A ORIENTAÇÃO EDUCACIONAL E AS INOVAÇÕES NA EDUCAÇÃO

“A minha alma tá armada e apontada

Para cara do sossego!

Pois paz sem voz, paz sem voz

Não é paz, é medo!

Às vezes eu falo com a vida

Às vezes é ela quem diz

Qual a paz que eu não quero conservar

Pra tentar ser feliz?”

O Rappa

1 INTRODUÇÃO

Inovação no senso comum tornou-se sinônimo de novas tecnologias, sobretudo aquelas referentes a informação e comunicação (TIC), e no campo educacional destacam-se os softwares educativos. Em que pese o potencial dessas ferramentas na mediação de processos de aprendizagem, não representam por si mesmas inovações educacionais, mas a rigor a substituição de antigas tecnologias como o quadro-negro, o caderno, o giz etc., que necessariamente não necessitam serem excluídos a título de inovação educacional.

Da leitura de Pacheco (2019), inferimos que as inovações na educação devem representar sobretudo quebra de paradigmas educacionais, ou seja, de pouco ou nada adianta substituir o quadro-negro por uma louça eletrônica se o que se pretende é dar uma aula meramente expositiva. Nesse contexto, importa destacar também que, segundo o autor, inovação educacional é um fazer coletivo que desafia o isolacionismo das disciplinas singulares e do fazer docente tradicional, o que envolve contextualização, interdisciplinaridade e possíveis conflitos que podem representar um espaço privilegiado de atuação dos Orientadores Educacionais.

2 A ORIENTAÇÃO EDUCACIONAL

A Orientação Educacional é um serviço especializado, desempenhado pelo Pedagogo-Orientador Educacional1, o qual integra a equipe pedagógica da escola (DISTRITO FEDERAL, 2019).
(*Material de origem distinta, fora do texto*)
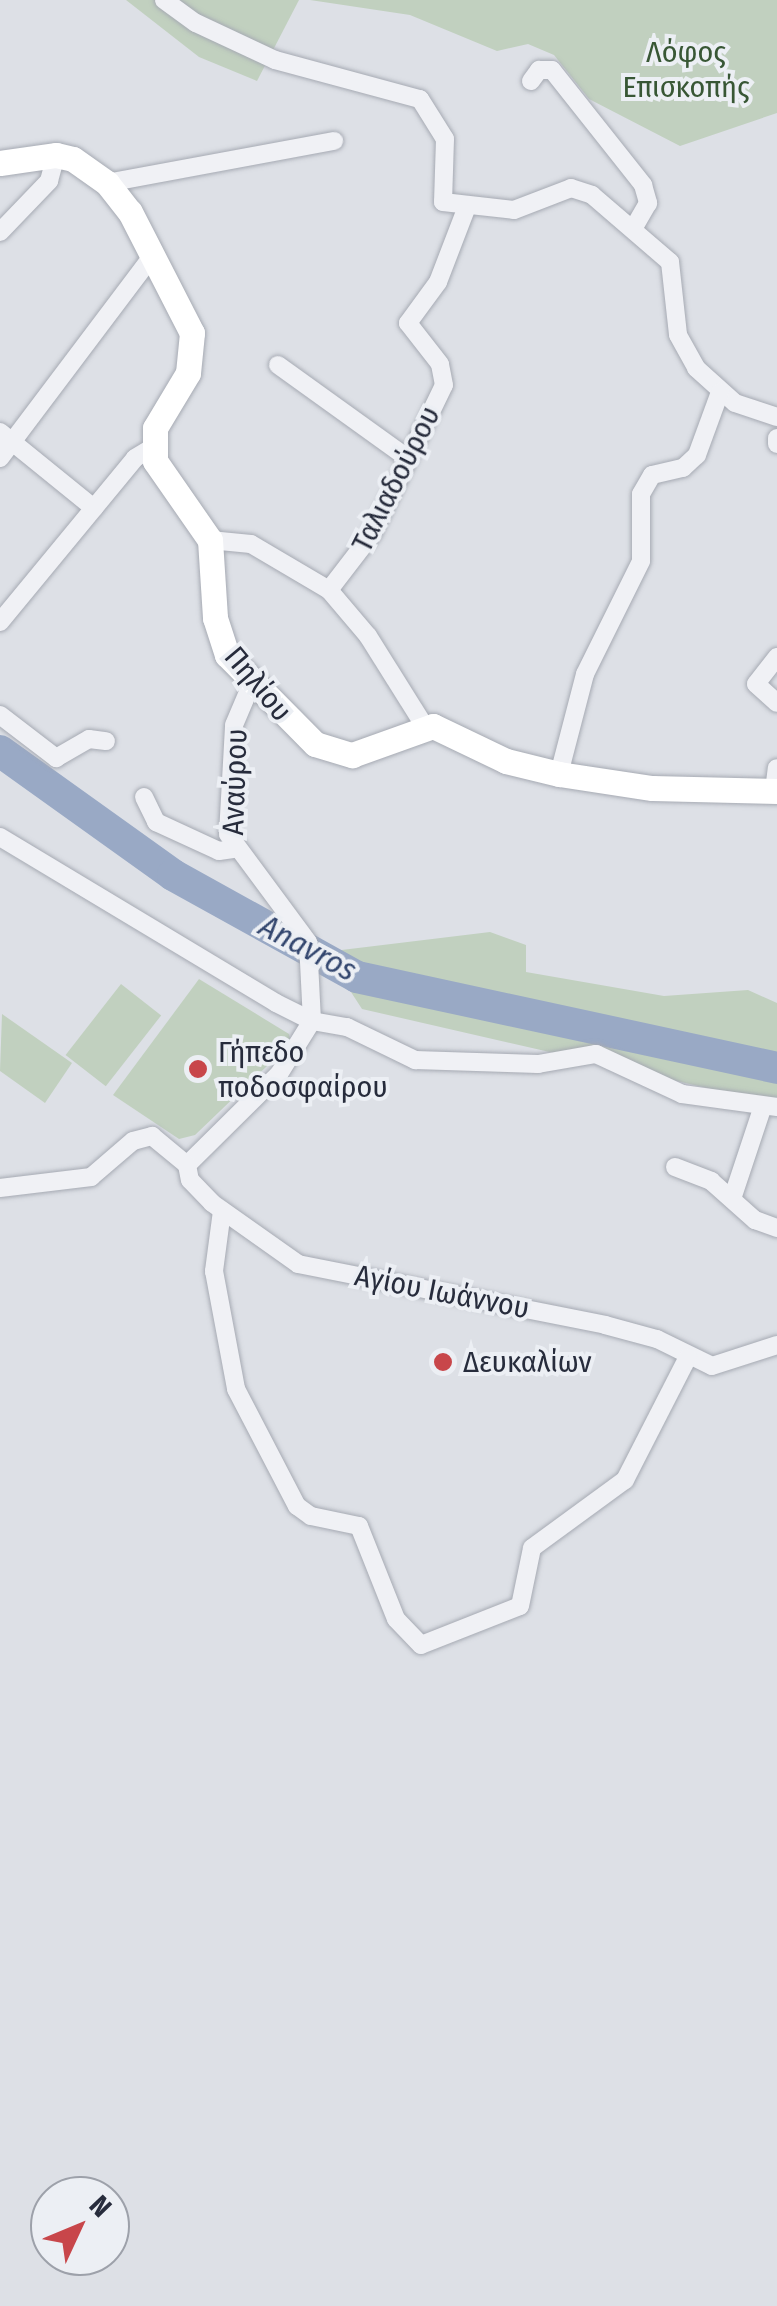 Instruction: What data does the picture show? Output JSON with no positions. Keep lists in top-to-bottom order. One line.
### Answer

A função foi regulamentada provisoriamente por meio da Portaria nº 105/1958 do Ministério da Educação – MEC e posteriormente pela primeira Lei de Diretrizes e Bases da Educação Nacional, Lei nº 4.024/1961 (PASCOAL; HONORATO; ALBUQUERQUE, 2008).

Compete ao Orientador Educacional no âmbito da Secretaria de Estado de Educação do Distrito Federal – SEEDF, entre outras incumbências, “viabilizar o trabalho coletivo, criando e organizando mecanismos de participação em programas e projetos educacionais, facilitando o processo comunicativo entre a comunidade escolar e as associações a ela vinculadas” (DISTRITO FEDERAL, 2013, p. 8). Não compete necessariamente a esse profissional a iniciativa da inovação educacional no sentido amplo defendido por Pacheco (2019), porém em decorrência das funções institucionais previstas é de se esperar sua participação ativa em projetos dessa natureza.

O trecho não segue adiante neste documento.